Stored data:
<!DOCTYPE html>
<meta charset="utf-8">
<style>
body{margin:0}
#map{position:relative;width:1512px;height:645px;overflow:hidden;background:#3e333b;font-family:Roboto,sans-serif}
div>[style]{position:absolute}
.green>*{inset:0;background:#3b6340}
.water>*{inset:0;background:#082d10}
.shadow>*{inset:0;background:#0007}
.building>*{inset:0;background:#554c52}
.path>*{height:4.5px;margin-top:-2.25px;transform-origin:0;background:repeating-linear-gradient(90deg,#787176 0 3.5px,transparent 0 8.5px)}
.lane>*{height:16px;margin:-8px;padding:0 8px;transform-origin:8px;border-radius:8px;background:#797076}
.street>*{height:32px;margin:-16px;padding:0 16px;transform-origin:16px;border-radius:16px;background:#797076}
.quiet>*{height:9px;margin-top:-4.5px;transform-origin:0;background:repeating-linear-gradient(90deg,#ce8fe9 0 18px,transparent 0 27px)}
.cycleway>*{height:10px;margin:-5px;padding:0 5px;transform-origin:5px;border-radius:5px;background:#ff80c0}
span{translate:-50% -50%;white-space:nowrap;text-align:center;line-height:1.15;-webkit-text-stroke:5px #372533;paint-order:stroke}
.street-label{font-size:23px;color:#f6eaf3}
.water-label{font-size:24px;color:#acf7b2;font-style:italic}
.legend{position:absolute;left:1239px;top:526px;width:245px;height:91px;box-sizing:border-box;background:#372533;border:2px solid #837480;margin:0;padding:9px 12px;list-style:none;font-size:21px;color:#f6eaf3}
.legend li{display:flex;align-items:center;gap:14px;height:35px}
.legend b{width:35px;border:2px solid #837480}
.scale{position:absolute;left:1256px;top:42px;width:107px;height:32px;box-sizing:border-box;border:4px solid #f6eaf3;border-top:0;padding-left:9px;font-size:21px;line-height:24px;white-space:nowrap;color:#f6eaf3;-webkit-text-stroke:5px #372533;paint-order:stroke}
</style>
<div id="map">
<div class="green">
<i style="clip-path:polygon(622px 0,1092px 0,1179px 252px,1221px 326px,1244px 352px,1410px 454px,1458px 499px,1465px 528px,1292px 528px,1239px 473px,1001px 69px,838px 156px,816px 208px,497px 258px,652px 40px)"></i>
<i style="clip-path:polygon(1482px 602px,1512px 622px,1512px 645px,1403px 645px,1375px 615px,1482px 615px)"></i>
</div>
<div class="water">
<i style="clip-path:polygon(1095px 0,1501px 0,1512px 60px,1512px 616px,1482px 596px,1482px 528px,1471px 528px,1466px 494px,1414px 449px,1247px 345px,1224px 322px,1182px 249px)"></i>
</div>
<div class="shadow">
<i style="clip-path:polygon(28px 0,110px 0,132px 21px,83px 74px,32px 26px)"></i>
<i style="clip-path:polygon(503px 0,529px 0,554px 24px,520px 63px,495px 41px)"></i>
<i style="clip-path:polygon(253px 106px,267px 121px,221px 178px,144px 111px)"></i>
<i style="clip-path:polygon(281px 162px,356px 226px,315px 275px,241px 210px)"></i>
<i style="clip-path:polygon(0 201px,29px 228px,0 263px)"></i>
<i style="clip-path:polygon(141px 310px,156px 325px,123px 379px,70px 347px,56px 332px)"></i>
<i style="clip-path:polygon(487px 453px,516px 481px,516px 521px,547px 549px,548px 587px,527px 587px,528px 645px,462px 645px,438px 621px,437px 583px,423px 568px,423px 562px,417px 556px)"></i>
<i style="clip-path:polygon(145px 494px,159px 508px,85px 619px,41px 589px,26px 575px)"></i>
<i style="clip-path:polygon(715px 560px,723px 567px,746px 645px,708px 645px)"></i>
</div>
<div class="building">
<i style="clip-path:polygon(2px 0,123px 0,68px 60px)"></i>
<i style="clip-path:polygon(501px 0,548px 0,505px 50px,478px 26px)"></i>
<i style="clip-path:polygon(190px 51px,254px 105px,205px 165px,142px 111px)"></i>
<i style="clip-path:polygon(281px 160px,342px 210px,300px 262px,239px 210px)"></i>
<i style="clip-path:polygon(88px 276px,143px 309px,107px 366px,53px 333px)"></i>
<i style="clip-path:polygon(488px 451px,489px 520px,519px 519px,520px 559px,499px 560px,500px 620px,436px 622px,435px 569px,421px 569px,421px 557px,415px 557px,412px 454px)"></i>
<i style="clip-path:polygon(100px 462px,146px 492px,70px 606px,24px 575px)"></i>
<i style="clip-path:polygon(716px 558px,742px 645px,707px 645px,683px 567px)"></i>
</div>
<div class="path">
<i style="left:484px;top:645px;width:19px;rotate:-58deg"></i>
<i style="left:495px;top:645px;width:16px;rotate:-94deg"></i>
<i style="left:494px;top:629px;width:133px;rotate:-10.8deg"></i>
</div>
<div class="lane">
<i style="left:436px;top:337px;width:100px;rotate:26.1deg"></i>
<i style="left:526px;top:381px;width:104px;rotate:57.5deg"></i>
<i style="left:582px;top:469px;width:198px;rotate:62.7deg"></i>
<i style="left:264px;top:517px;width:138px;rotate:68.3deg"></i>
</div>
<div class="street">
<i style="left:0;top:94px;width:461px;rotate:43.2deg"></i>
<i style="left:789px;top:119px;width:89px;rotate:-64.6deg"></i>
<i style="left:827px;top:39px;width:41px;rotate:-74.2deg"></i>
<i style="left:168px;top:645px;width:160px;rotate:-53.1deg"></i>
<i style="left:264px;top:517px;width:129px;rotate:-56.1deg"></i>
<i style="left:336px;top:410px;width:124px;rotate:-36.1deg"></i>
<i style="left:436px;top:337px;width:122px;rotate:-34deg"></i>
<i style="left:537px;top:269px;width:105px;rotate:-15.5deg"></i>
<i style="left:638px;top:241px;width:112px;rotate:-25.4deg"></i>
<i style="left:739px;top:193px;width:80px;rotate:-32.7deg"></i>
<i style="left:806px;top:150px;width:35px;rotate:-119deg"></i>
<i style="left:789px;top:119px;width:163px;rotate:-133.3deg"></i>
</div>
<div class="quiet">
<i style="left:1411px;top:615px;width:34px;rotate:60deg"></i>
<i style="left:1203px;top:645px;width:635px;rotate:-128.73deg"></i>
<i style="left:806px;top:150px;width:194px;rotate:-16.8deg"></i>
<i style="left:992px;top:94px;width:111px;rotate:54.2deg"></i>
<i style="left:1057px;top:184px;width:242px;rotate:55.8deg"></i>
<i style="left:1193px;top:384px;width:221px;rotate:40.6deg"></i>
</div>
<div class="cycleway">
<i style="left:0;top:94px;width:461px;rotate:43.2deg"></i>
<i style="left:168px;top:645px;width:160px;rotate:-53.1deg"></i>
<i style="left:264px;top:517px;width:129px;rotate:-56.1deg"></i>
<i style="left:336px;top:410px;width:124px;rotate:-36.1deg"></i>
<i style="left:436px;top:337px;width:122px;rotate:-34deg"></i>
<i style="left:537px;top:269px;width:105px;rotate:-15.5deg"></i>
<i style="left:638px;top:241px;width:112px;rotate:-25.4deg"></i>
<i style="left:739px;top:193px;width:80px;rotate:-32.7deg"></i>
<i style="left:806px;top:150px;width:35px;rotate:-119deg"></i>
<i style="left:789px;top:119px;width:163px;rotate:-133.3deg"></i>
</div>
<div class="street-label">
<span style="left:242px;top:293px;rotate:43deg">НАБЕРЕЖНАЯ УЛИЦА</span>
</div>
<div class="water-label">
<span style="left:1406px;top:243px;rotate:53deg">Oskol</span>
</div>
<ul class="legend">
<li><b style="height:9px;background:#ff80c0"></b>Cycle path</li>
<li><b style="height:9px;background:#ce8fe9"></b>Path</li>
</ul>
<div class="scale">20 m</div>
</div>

▶ [Exercise brief]: Copy out the entries above exactly as given, starting at the top and ending with the line containing "0 3.5px,transparent 0"; include both and nothing more.

▶ [Task solution]:
<!DOCTYPE html>
<meta charset="utf-8">
<style>
body{margin:0}
#map{position:relative;width:1512px;height:645px;overflow:hidden;background:#3e333b;font-family:Roboto,sans-serif}
div>[style]{position:absolute}
.green>*{inset:0;background:#3b6340}
.water>*{inset:0;background:#082d10}
.shadow>*{inset:0;background:#0007}
.building>*{inset:0;background:#554c52}
.path>*{height:4.5px;margin-top:-2.25px;transform-origin:0;background:repeating-linear-gradient(90deg,#787176 0 3.5px,transparent 0 8.5px)}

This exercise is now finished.